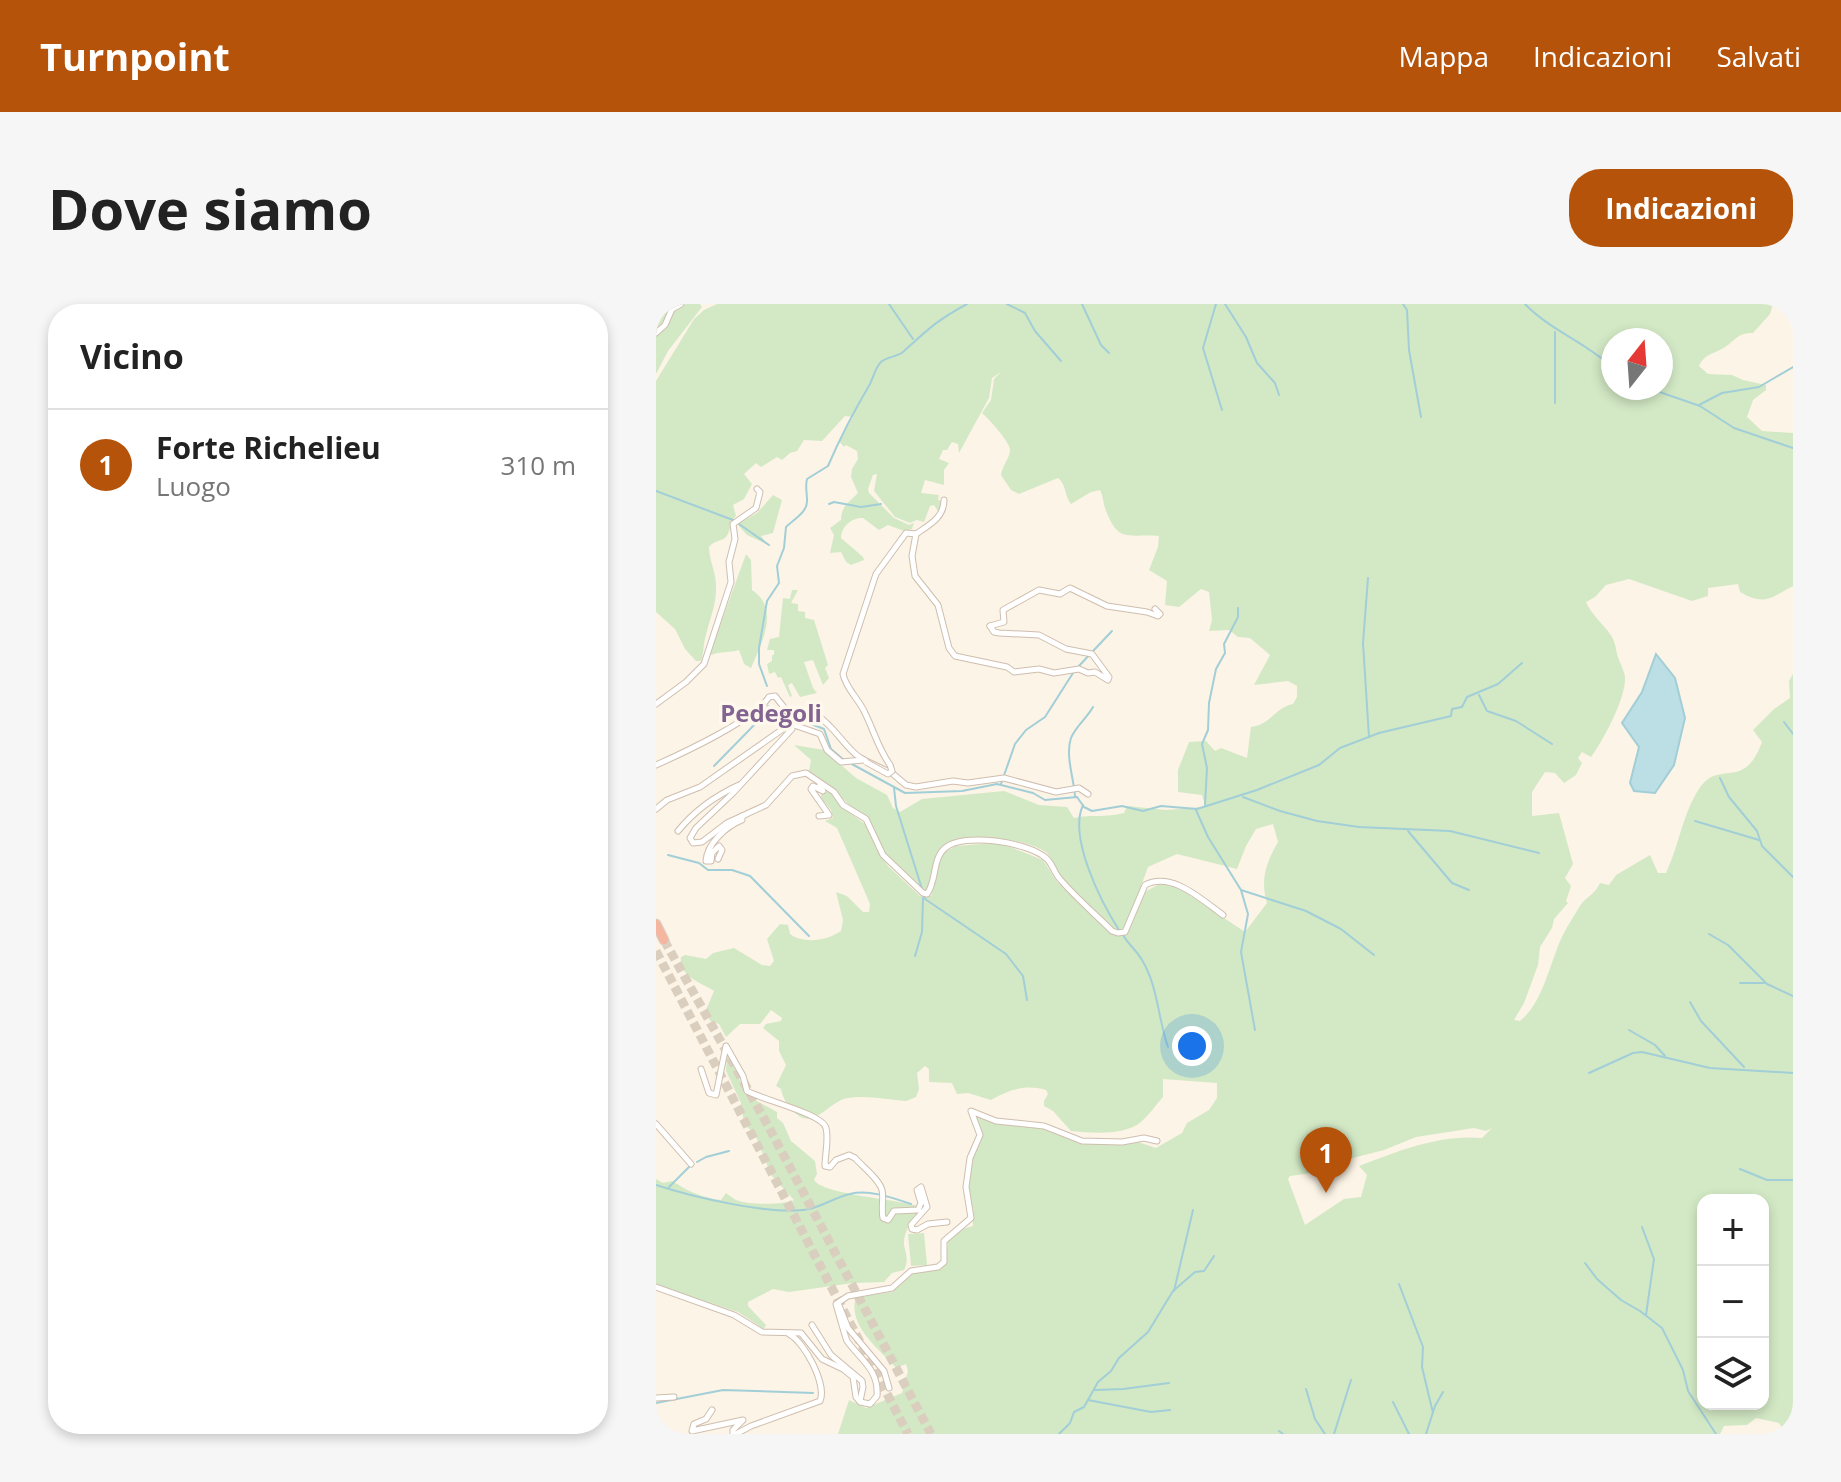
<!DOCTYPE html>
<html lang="it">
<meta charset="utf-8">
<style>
:root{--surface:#fff;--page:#f6f6f6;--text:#222;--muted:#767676;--line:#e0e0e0;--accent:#b45309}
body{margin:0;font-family:"Open Sans",sans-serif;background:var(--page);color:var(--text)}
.controls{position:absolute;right:24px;bottom:24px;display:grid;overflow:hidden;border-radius:16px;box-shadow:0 4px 12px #0003}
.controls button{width:72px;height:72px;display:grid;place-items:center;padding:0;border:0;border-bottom:2px solid var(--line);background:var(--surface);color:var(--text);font:40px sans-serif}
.compass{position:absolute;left:945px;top:24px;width:72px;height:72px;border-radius:50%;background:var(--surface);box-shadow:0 4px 12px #0003;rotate:17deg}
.you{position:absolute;left:536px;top:742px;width:28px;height:28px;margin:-20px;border:6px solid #fff;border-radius:50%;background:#1a73e8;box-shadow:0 0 0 12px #1a73e833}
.badge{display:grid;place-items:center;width:52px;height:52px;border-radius:50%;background:var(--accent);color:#fff;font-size:26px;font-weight:700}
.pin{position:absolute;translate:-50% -66px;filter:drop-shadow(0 2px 4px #0008)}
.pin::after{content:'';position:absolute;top:42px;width:28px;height:24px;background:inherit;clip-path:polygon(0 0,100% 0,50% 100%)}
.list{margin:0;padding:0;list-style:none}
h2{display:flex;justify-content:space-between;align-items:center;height:104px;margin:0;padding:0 32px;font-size:34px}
h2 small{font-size:26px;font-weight:400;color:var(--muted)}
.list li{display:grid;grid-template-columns:52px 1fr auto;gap:24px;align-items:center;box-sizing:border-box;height:112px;padding:0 32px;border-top:2px solid var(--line)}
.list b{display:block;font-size:30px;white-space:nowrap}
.list p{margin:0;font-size:26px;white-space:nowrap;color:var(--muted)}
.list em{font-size:26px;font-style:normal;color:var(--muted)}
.icon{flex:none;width:44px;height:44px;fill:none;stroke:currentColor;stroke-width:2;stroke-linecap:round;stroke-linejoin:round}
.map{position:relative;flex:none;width:1137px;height:1130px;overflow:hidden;border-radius:32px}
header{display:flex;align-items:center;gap:48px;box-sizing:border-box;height:112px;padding:0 40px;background:var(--accent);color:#fff}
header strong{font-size:38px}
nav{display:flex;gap:44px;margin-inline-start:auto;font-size:28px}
.intro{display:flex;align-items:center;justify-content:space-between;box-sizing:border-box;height:192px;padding:0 48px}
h1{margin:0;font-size:56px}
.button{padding:20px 36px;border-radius:32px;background:var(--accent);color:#fff;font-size:28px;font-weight:700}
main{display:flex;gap:48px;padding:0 48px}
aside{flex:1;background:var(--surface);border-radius:32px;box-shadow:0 4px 12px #0003}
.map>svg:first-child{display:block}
</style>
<header>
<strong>Turnpoint</strong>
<nav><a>Mappa</a><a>Indicazioni</a><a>Salvati</a></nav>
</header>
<div class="intro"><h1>Dove siamo</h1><a class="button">Indicazioni</a></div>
<main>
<aside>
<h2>Vicino<small></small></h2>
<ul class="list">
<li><span class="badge">1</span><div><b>Forte Richelieu</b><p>Luogo</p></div><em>310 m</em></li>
</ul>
</aside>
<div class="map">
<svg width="1137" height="1130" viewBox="0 0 1137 1130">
<rect width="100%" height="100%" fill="#fcf4e6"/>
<g fill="#d3e9c5" fill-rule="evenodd">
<path d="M0,0H44L46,3L12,47L0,70Z"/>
<path d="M61,0H1117L1114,10L1097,29C1081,29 1080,36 1069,43C1059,50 1049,49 1043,62L1052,70L1076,71L1087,76L1110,81V86L1097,96L1091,113L1106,127L1137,129V282C1114,294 1109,302 1084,288L1082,280L1052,284V292L1036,297L973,275L950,281L939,293L930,298C936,312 948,320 956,333C959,338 960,345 961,350C963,358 969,367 969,374C970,394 947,437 935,453L926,448L922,454L926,459L920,471L908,479L899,469L889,468L876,488V512L903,509L917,560L909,574L915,582L910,597L912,599L898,615L896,624L884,643L882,661L868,699L858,716L864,717C887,698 893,662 905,635C910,624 918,612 924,602C930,592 938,592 944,579L953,581L960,571L994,551L1002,569H1010C1023,542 1027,507 1045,482C1065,456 1088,487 1106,438L1097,426L1118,405L1134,394L1133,377L1137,370V1130H1130L1123,1119L1100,1114L1091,1121L1068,1122L1064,1130H182L193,1096L210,1104L246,1089L252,1067L250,1060L240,1064C222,1044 191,1021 200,993L236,988L259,968L287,963L290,959L292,936L302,926L317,922L316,907L318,906C305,882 316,853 324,828L314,811L386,822L427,840L482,838L500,844L526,829L531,819L553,806L561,794V779L507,775V793C500,801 493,811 485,818C468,832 436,829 415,827L397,807L388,802V797L392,790L390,786C368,780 353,786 335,796L312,789L301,790L296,779L273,778V765L269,762L261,769L263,785L260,793L250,797C232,796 211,791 192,794C172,797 157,829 137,807C131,800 127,795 125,785L120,782L130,761L123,747V737L107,724L110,720L125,717L126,714L115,706L104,720H84L70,733L63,720L54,717L50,706L58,687C44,678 23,673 25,653L29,651L50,655L57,649L78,644L106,661L114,662L118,657L111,635L124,620L132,621L134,630C147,640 171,637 185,627L187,616L180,588L191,592L207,608H213L214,600L181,524L169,517L177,514L175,506L165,494V491L173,487L188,505L209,520L221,546L232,562L264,592H275L285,554L289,548L300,542L336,539L349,541L387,556L401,578L462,632L469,630L487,589L507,578L526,586L589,628L611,599C604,576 610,559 622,538L617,520L600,525L590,542L581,565L521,550L492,563L471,621L466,627H460C442,610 423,593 407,575C400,568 398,556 391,549C373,534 301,526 285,543C276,552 276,572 274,584L267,587L230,551L211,512L193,501L178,485L153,467L155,456L138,441L168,446L200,474L231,491L237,504L244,508L266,495L348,487L383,501L411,503L418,514C435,510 449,514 468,509L471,502L510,506L546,503L549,501L546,491L522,488V466L533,438L550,437L559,447L565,444L591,454L595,423C616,420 618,404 637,400L641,393V382L632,377L598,381L614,351L594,334L582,333L573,326L553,327L556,316L553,288L545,285L523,303L509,301L511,277L493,266L502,243L503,232C473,229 462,241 449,204C447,197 447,192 444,186L435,188L415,200C408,192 411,181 402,174L363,190L355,186L345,171C346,162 354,154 354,146C354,138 332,114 326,109L335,96L338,75L345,68L336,74L333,94L303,149L302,140L296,138L291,146H287L283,155L293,159L288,166V181L269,176L265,189L283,191L282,196L286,197L284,210L278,201L274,202L268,218L261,216L254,219L239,213L218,187L221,170L217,171L212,185L213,189L238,214L253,221L258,219L256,225L248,227L232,221L223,226L207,214C196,213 185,223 185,234L207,253L208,256L195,261L190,258L185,248L174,249L178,231L174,224L185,216C185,201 195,197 202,189L195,173L196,165L202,155L201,147L190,141L188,143L183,137L197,113L189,112L166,137L148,136L141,147L134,149L126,156L121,153L105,163L100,159L88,170L96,180L88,195L77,201L80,212C73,218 75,229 69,234C63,238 59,236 53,243C53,256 60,268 60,281C61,299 54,314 50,331C47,340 48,349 45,357H40L29,345L19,325L0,308V77L38,15L48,6ZM957,36H1005V84H957ZM818,824L830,827L836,824L826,834C784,830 742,847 703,862L711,871L705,893L688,895L649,921L632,875L634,872L669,867L689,856L728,846L760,833ZM1047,896H1107V1100H1047Z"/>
<path d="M117,191L126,196L117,229L105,232L112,241L91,231L81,220L101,209Z"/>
<path d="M90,250L95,256L96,286C125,305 105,340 95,364L88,360L83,346C73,349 65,347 55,351L54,349Z"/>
<path d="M136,286H142L135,299L142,300V307L149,308V314L158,316L172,361L169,364L173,374L167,381L157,356L148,358L157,384L161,389L144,393L136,379L132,381L136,392L134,393L125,373L122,374L119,368L113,370L111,360L116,357V351H118V346H111L114,335L123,333L127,294L134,295Z"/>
<path d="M71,748L89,787L99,796L121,808V814L127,819L135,837L159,857L161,870L158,876C168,891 243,895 265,903L266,906C257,916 247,926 248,941C250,951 253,956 248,966L236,969L228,978L197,979L133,988L117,985L92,998V1002L110,1021L108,1025L82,1008L0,981V875L7,879L16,877C32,887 46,894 65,896L70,889C73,891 76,894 80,896C91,901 129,901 138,896L115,871L99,830L88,820L85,799L70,767Z"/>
<path d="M268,929L271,961L255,962L252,930Z"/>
</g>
<path fill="#bbdfe5" stroke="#a2ced7" stroke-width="2" d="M1000,350L1019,374L1029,414L1018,461L999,489L978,487L974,479L983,443L966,419L986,388Z"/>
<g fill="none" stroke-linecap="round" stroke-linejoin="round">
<g stroke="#a2ced7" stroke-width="2">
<path d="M233,0L257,35"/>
<path d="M351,0L369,9L379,27L405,57"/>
<path d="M426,0L445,41L453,49"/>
<path d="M560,0L547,44L566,106"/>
<path d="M569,0L590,33L601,59L619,79L623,91"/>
<path d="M747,0L751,6L753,46L765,113"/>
<path d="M869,0C895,27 931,39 957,64"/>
<path d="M899,28V99"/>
<path d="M992,84L1044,102L1078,124L1137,144"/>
<path d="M1043,101L1066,89L1103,83L1137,63"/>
<path d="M0,187L77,216"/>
<path d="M173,200L178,198L205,203L225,200"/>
<path d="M83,220L113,241"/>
<path d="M712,274L707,339L713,433"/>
<path d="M421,364L456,327"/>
<path d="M111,382L103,360V344L111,297L123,279L121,262L128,244L130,223C138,215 152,208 151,196C151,188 149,183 151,175L172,162C184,134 198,107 214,80C217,74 220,62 225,58C230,53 241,53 247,48C271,26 281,16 311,0"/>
<path d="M823,391L831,407L860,417L896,440"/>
<path d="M106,414L128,415"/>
<path d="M150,418L168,425L175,445L188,456"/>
<path d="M1128,418L1137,430"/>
<path d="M194,459L249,489L306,487L341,480L377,489L389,496L421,493L428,503L436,507L466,502L487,507L505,502L541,505L601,486L663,461L684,444L723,429L795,412L796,405L806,403L811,393L842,380L866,359"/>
<path d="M58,462L105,414L112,402"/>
<path d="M1064,474L1073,493L1101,527L1106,542L1137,573"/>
<path d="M345,480L359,440L370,426L389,413L417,369"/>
<path d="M238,484L240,502L266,585"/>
<path d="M419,492C418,475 409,451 415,434C419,423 431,414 437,403"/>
<path d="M587,493L624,507L661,517L703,523L794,527L883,549"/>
<path d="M427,501C412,533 445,598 463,626"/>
<path d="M549,501L551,464L546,440L552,426L553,399L560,365L569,349L568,340L582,313V304"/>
<path d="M540,506L552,533L585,586L592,610L585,648L599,726"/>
<path d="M1039,517L1103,536"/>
<path d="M752,527L796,579L813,586"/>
<path d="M12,551L43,559L52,566H76L94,572L153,632"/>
<path d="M585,586L650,607L685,625L718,651"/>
<path d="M268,591L269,595L350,650L367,672L371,696"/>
<path d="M1053,630L1072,641L1111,680L1137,692"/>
<path d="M467,631C472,640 481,647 486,656C502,682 502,715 512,743"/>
<path d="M259,652L266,628L267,594"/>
<path d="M1084,679H1108"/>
<path d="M1034,698L1045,717L1088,763"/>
<path d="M973,726L999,741L1009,752"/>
<path d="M933,769L977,749L986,748L1054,764L1137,769"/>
<path d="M41,858L50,853L73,847"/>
<path d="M1084,865L1111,876H1137"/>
<path d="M0,881C36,893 117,912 153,905C167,902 180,893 194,890C213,885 237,894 255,900"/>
<path d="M13,883L34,862"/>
<path d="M986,923L998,955L990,1011"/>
<path d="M929,959L941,975L965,996L984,1007L1006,1024L1027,1066L1032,1087L1060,1130"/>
<path d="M743,980L767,1043L766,1063L777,1109"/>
<path d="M518,987L537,906"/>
<path d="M650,1085L659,1115L669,1130"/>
<path d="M439,1086L467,1085L513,1079"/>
<path d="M432,1096L495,1108L514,1106"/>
<path d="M737,1098L753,1130"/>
<path d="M0,1099L67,1086L157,1089"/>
<path d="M623,1127L627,1130"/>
<path d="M403,1130L414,1119L418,1108L428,1103L442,1078L455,1067L463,1054L492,1028L517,987L539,968L548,967L558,952"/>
<path d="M678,1130L695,1076"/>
<path d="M770,1130L779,1102L787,1088"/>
</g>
<g stroke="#dacebf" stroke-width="9" stroke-dasharray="9 4.5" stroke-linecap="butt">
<path d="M8,636L110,818L275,1130"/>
<path d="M0,647L252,1130"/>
</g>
<defs>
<g id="minor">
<path d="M0,29L9,21L16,5L25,0"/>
<path d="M260,230C273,221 288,214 288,196"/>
<path d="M334,322L348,318L347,306L383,286L404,290L414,284L451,302L491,308L502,312L504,310L499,305"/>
<path d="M0,400L30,378L48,360L75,278L73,258L79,235L77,220L100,204L104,188L101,185"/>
<path d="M135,413C165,392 185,444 205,454C213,459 224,463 233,468"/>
<path d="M138,421L164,430L171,446L185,458L207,456"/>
<path d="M0,461C27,449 98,416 113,393L119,392L134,411L136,425L77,489L40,524L34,534L37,539L46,538L71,519L110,501L136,472L150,469L178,488L187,501L210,515L227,551L267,589L271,590C281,577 276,555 289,544C308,528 371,538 390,554C396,559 398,568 403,574C419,593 439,610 456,627L462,629L469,628L489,581C516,567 546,596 567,611"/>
<path d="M234,461C222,444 218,427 209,409C203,395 190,385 187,370L220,270L250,229L260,230L256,252L259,272L282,301L293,344L299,352L351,363L358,368L383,365L398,369L423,365L432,369L439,368L452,376L453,373L436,350L410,345L383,331L343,329L338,328L334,322"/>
<path d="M237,470L250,481L260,483L297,477L312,479L348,474L400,488L423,484L432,490"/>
<path d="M0,505L11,496L44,483L134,420"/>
<path d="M163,512L173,511L155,485L157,482L167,487L164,481"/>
<path d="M22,527C39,506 59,492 83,481"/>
<path d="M62,555L66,546L63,542L56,549L55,557H50C51,539 71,522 86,516V512"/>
<path d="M45,765L53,789L60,791L70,742L87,772L91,787C107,796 167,810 170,824C173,835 169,850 169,862L174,863L180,856L193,851L199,854C207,863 223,875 226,886C228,892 225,905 227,914L232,916L238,907L262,906L265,899L261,886L265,883L271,903L255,921L256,925L261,926L272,920L291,918"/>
<path d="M0,820L35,860"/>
<path d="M0,983L78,1011L106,1028L145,1029L166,1055L187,1065L197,1073L200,1093L204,1098L214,1100L221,1092C223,1066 205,1056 191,1037C190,1035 181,1004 180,1000L192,992L236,984L255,967L282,963L288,958V937L315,914L310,883L314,854L324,831L315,807L340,817L388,822L426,837L466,838L488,834L501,837"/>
<path d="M182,999L192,1024L228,1067L233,1084"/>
<path d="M156,1021L175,1051L206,1077L207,1083L204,1097"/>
<path d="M0,1094L18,1093"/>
<path d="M56,1106L50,1115L38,1120L36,1127L87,1116L77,1126V1130"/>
<path d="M80,1130L95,1122L164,1097C171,1081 149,1038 133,1030"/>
</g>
<path id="highway" d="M0,620L8,636"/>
</defs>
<use href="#minor" stroke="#cfbeaf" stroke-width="7"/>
<use href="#highway" stroke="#dbd4d0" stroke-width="11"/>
<use href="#minor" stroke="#fff" stroke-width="5"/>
<use href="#highway" stroke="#f4b69f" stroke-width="9"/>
<defs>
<path id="minor-bridge" d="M210,458L232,470L236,467L234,461"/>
</defs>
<use href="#minor-bridge" stroke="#cfbeaf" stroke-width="7" stroke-linecap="butt"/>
<use href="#minor-bridge" stroke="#fff" stroke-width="5"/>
</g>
<g text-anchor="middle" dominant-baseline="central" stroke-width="7" stroke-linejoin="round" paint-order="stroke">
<g font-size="24" font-weight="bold" fill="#826391" stroke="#fff8ed">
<text x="115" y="408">Pedegoli</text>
</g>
</g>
</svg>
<div class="controls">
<button>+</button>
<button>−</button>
<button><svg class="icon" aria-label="layers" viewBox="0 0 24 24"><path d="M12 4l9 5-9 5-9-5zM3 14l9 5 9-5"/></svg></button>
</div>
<svg class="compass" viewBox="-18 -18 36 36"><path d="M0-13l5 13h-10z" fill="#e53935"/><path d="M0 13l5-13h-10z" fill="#767676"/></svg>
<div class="you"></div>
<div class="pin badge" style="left:670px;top:889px">1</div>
</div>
</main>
+++++
_Activity_
Filter the listing above, keeping only the lines with "controls".

_Response_
.controls{position:absolute;right:24px;bottom:24px;display:grid;overflow:hidden;border-radius:16px;box-shadow:0 4px 12px #0003}
.controls button{width:72px;height:72px;display:grid;place-items:center;padding:0;border:0;border-bottom:2px solid var(--line);background:var(--surface);color:var(--text);font:40px sans-serif}
<div class="controls">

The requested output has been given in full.